Today’s Advice from the Heart:
Friends, the things you desire give no more satisfaction than drinking sea water, therefore practice contentment.
One of the deeper lessons of Buddhism rests in the realization that desire creates suffering. It is a difficult concept for the western mind to embrace, as so much of our culture posits that ‘to want’ and to strive ceaselessly toward attaining what is wanted is positive and indicative of personal growth and proper orientation to the world.
We are not prone to considering the reality that wanting without having creates a sense of lack, loss, and, eventually, despair for both. Nor are we very willing to consider or embrace the notion that culling ‘want’ from our lives might reduce the level of pressure and stress so many of us find part of daily existence.
More personally, I can say that I have a very specific want that has bedeviled my footsteps most of my life. (I suppose to say there is only one might be a bit misleading, but on the scale of overall existence, there really is only one thing that has been a consistent ‘want’ and lacking.)

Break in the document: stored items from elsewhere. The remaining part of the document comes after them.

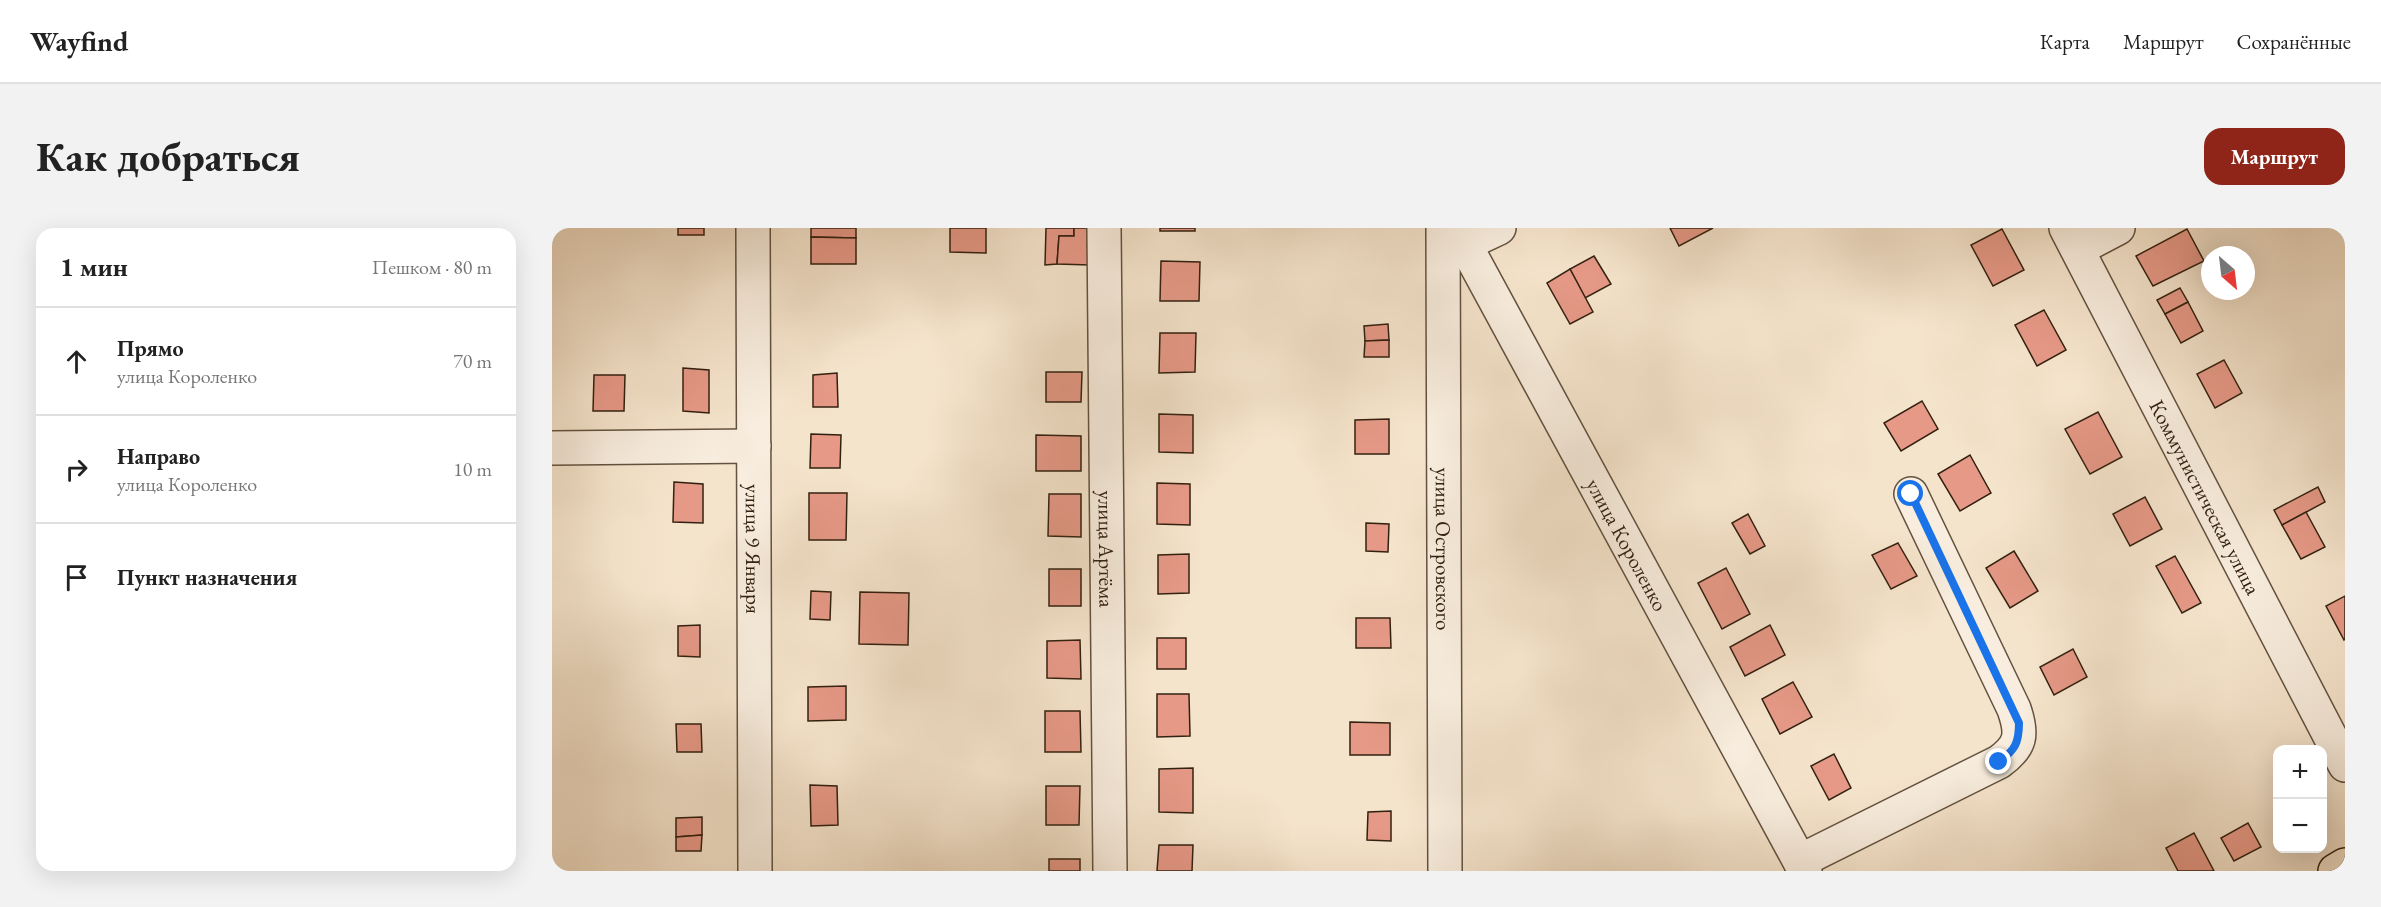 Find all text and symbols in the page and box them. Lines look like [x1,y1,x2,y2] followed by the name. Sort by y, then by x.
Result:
[30,23,128,59] text: Wayfind
[2040,28,2090,55] text: Карта
[2123,28,2204,55] text: Маршрут
[2237,28,2351,55] text: Сохранённые
[2204,128,2345,185] button: Маршрут
[36,129,300,184] text: Как добраться
[2201,246,2255,300] north arrow
[60,250,128,284] text: 1 мин
[372,254,492,280] text: Пешком · 80 m
[117,334,184,363] text: Прямо
[60,345,93,378] icon: ahead
[453,348,492,374] text: 70 m
[117,363,257,389] text: улица Короленко
[2144,395,2268,599] street label: Коммунистическая улица
[117,442,200,471] text: Направо
[60,453,93,486] icon: right
[453,456,492,482] text: 10 m
[1430,468,1458,630] street label: улица Островского
[117,471,257,497] text: улица Короленко
[1581,473,1675,616] street label: улица Короленко
[1897,480,1923,506] route start
[740,484,768,614] street label: улица 9 Января
[1093,490,1121,608] street label: улица Артёма
[60,561,93,594] icon: arrive
[117,563,297,592] text: Пункт назначения
[2273,745,2327,853] map controls
[2273,745,2327,799] button: +
[1985,748,2011,774] route end
[2273,799,2327,853] button: − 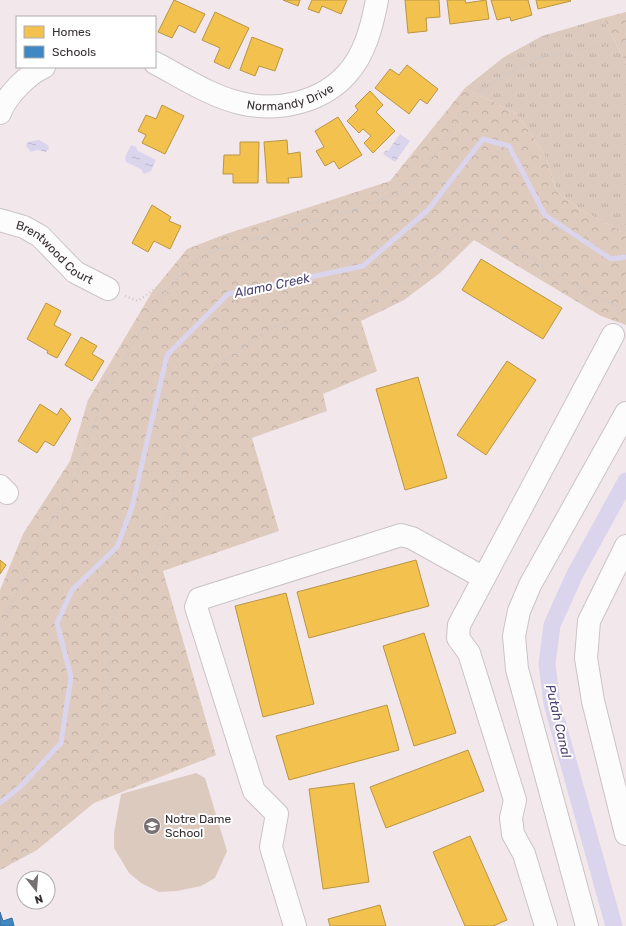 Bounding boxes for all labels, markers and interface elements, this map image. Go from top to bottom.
legend [16,16,156,68]
text: Homes [52,25,91,39]
text: Schools [52,45,96,59]
street label: Normandy Drive [246,81,337,113]
street label: Brentwood Court [14,218,96,287]
water label: Alamo Creek [232,270,311,301]
water label: Putah Canal [543,683,574,760]
place label: Notre Dame School [165,812,232,840]
school or university icon: Notre Dame School [142,816,162,836]
north arrow [16,870,56,910]
text: N [33,892,44,906] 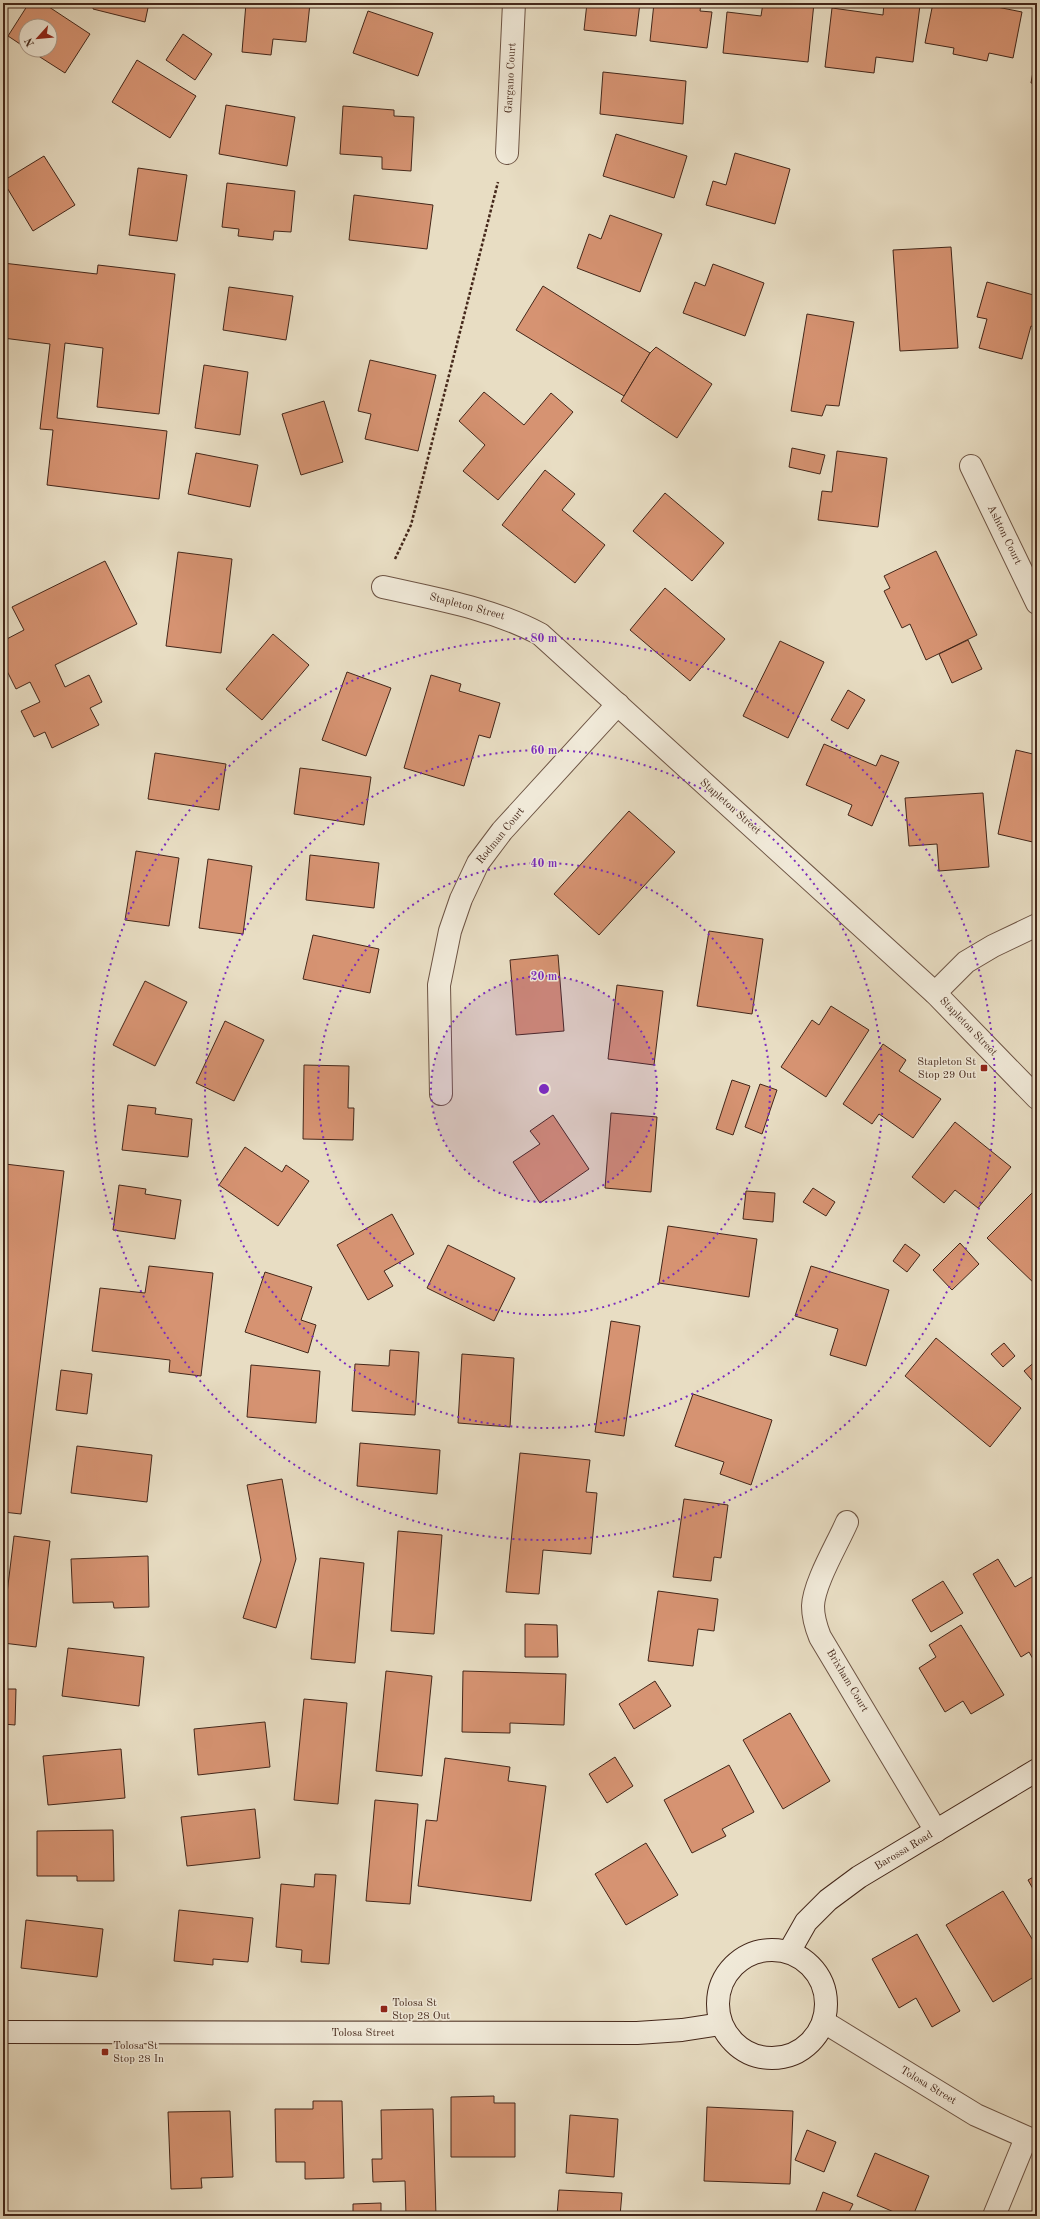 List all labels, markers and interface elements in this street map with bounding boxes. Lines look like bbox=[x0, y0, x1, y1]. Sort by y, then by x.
north arrow bbox=[18, 18, 58, 58]
text: N bbox=[23, 35, 37, 48]
street label: Gargano Court bbox=[504, 42, 518, 114]
street label: Ashton Court bbox=[985, 504, 1023, 567]
street label: Stapleton Street bbox=[428, 592, 506, 622]
text: 80 m bbox=[531, 633, 558, 645]
text: 60 m bbox=[531, 745, 558, 757]
street label: Stapleton Street bbox=[698, 777, 763, 837]
street label: Rodman Court bbox=[475, 805, 527, 866]
text: 40 m bbox=[531, 858, 558, 870]
text: 20 m bbox=[531, 971, 558, 983]
street label: Stapleton Street bbox=[937, 995, 999, 1059]
place label: Stapleton St Stop 29 Out bbox=[917, 1057, 976, 1081]
marker: Stapleton St Stop 29 Out bbox=[979, 1063, 989, 1073]
centre of rings bbox=[537, 1082, 551, 1096]
street label: Brixham Court bbox=[824, 1648, 870, 1714]
street label: Barossa Road bbox=[873, 1829, 935, 1873]
place label: Tolosa St Stop 28 Out bbox=[392, 1998, 450, 2022]
marker: Tolosa St Stop 28 Out bbox=[379, 2004, 389, 2014]
street label: Tolosa Street bbox=[331, 2028, 395, 2039]
place label: Tolosa St Stop 28 In bbox=[113, 2041, 164, 2065]
marker: Tolosa St Stop 28 In bbox=[100, 2047, 110, 2057]
street label: Tolosa Street bbox=[898, 2065, 958, 2107] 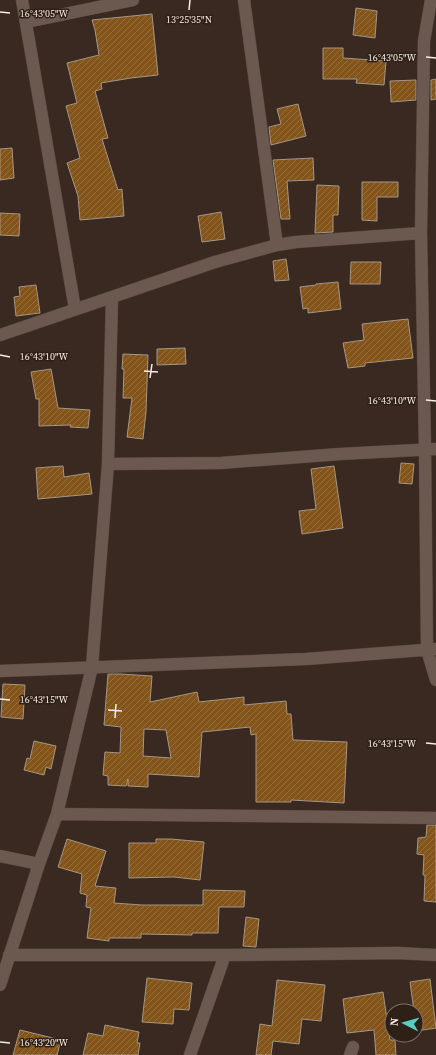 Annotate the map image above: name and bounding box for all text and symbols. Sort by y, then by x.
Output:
text: 16°43'05"W [20,7,69,20]
text: 13°25'35"N [166,13,212,26]
text: 16°43'05"W [368,51,417,64]
text: 16°43'10"W [20,350,69,363]
text: 16°43'10"W [368,394,417,407]
text: 16°43'15"W [20,693,69,706]
text: 16°43'15"W [368,737,417,750]
north arrow [384,1003,424,1043]
text: N [387,1017,402,1027]
text: 16°43'20"W [20,1036,69,1049] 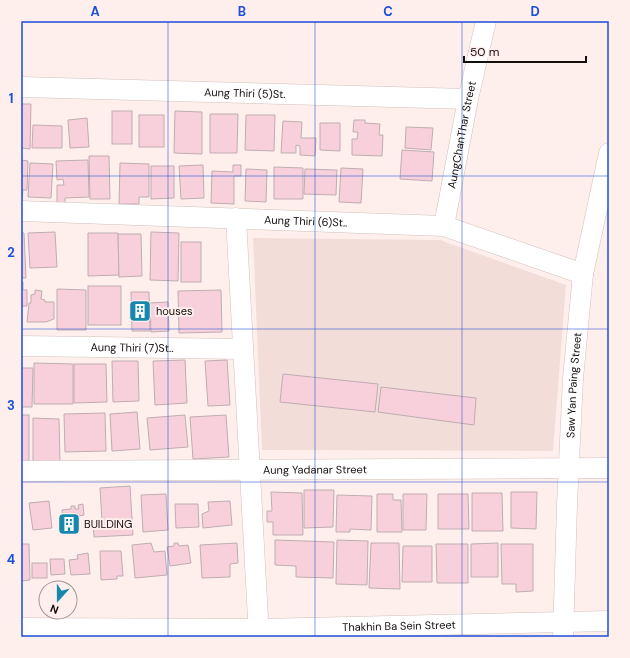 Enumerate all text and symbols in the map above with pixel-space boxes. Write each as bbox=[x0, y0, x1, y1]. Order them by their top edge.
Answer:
text: A bbox=[90, 3, 100, 20]
text: B bbox=[238, 3, 246, 20]
text: C bbox=[383, 3, 393, 20]
text: D bbox=[530, 3, 540, 20]
scale bar bbox=[464, 38, 586, 64]
text: 50 m bbox=[470, 44, 499, 60]
street label: AungChanThar Street bbox=[444, 80, 479, 190]
street label: Aung Thiri (5)St. bbox=[204, 85, 286, 101]
text: 1 bbox=[9, 90, 13, 107]
street label: Aung Thiri (6)St.. bbox=[264, 213, 348, 230]
text: 2 bbox=[7, 244, 15, 261]
building icon: houses bbox=[127, 298, 153, 324]
place label: houses bbox=[156, 304, 192, 318]
street label: Saw Yan Paing Street bbox=[563, 332, 584, 438]
street label: Aung Thiri (7)St.. bbox=[90, 340, 174, 355]
text: 3 bbox=[7, 397, 15, 414]
street label: Aung Yadanar Street bbox=[263, 462, 367, 477]
building icon: BUILDING bbox=[56, 511, 82, 537]
place label: BUILDING bbox=[84, 517, 132, 531]
text: 4 bbox=[7, 551, 15, 568]
north arrow bbox=[38, 580, 78, 620]
text: N bbox=[48, 601, 61, 617]
street label: Thakhin Ba Sein Street bbox=[342, 618, 456, 634] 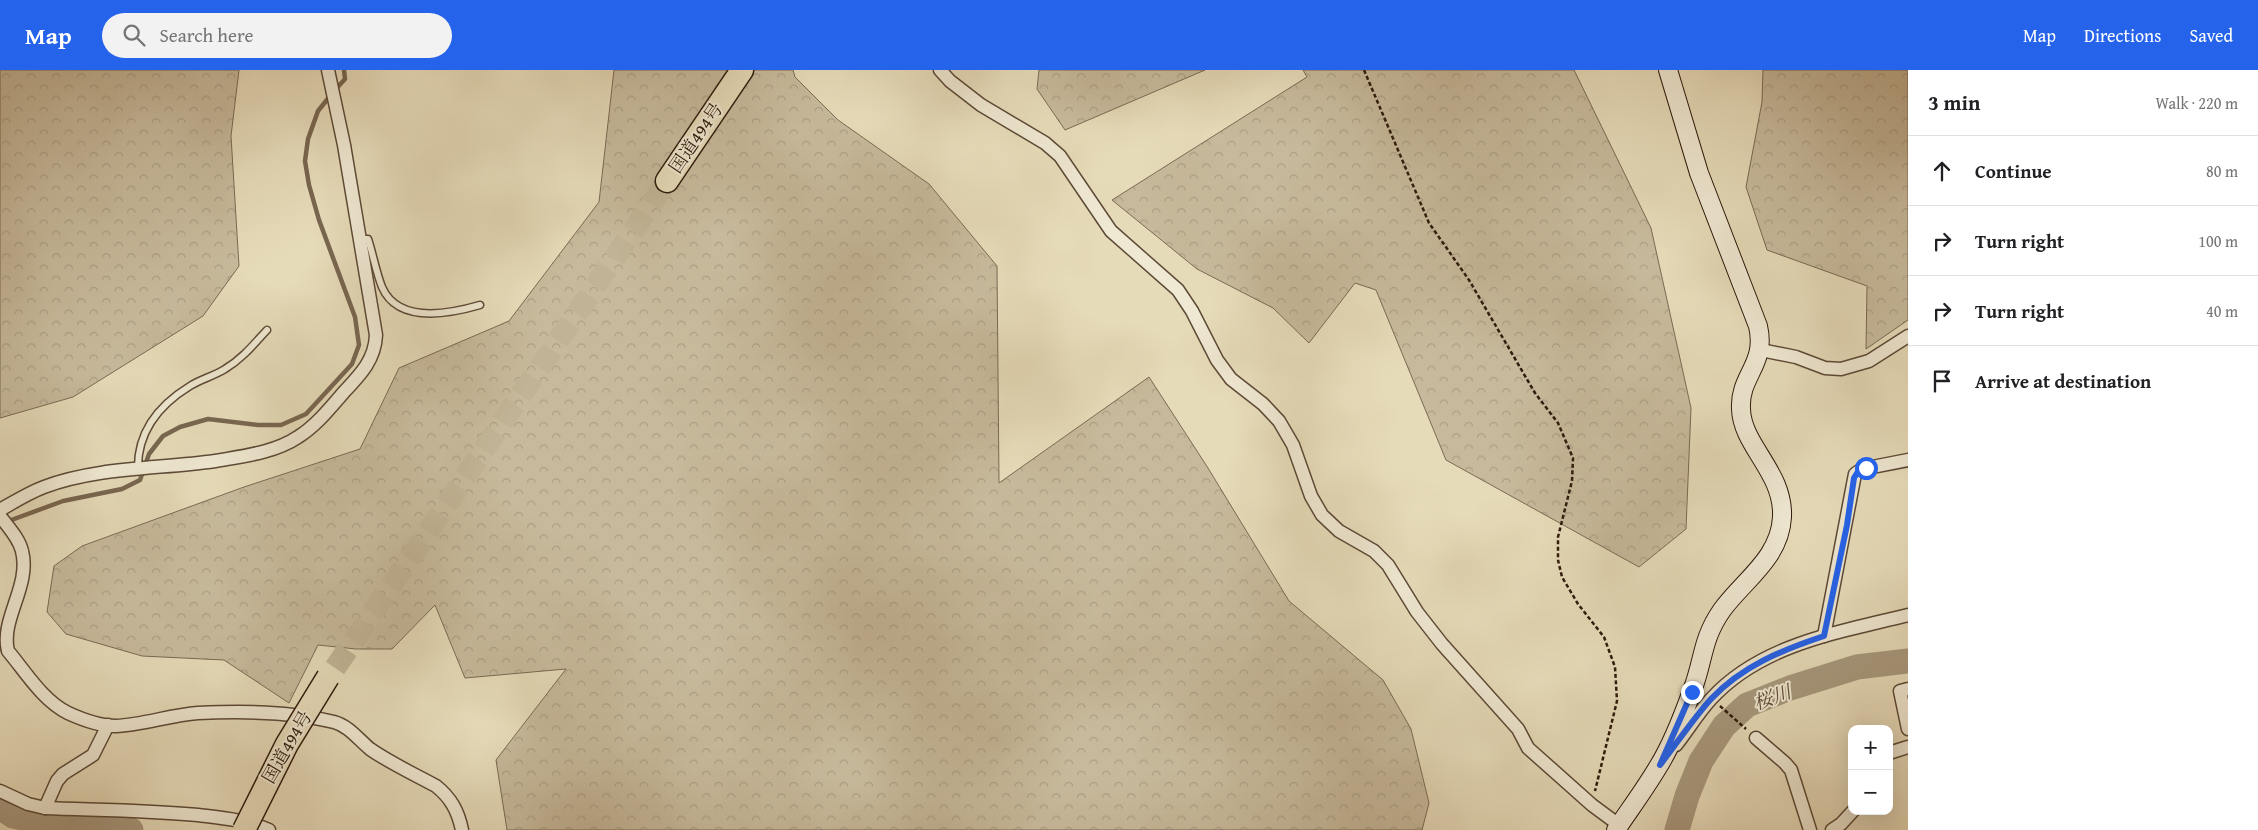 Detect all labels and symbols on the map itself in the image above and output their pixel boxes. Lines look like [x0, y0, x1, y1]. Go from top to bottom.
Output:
street label: 国道494号 [662, 97, 729, 178]
route start [1855, 457, 1878, 480]
water label: 桜川 [1749, 677, 1797, 717]
route end [1681, 681, 1704, 704]
street label: 国道494号 [255, 705, 318, 788]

I count it a gift that, over time and through life’s various adventures, I’ve managed to cull ‘wanting’ all the things society and culture tells us we ‘should’ want (need?). The realization that I will continue and yes, survive, most any disaster that comes my way has been a very liberating thing. Certainly, it has greatly contributed to my overall peace of mind in relation to daily contentment (it is, after all, rather difficult to feel a wanting for things revealed as utterly replaceable, transient, or impossible).
There is a great, long list of things I no longer want, but rather than regale you with them (and sound pompous or vain for the doing), I’ll simply say that loosing those wants has definitely resulted in a pervasive sense of contentment in most areas of my life… which seems to demonstrate the foundational truth that learning how NOT to want things does, indeed, result in contentment.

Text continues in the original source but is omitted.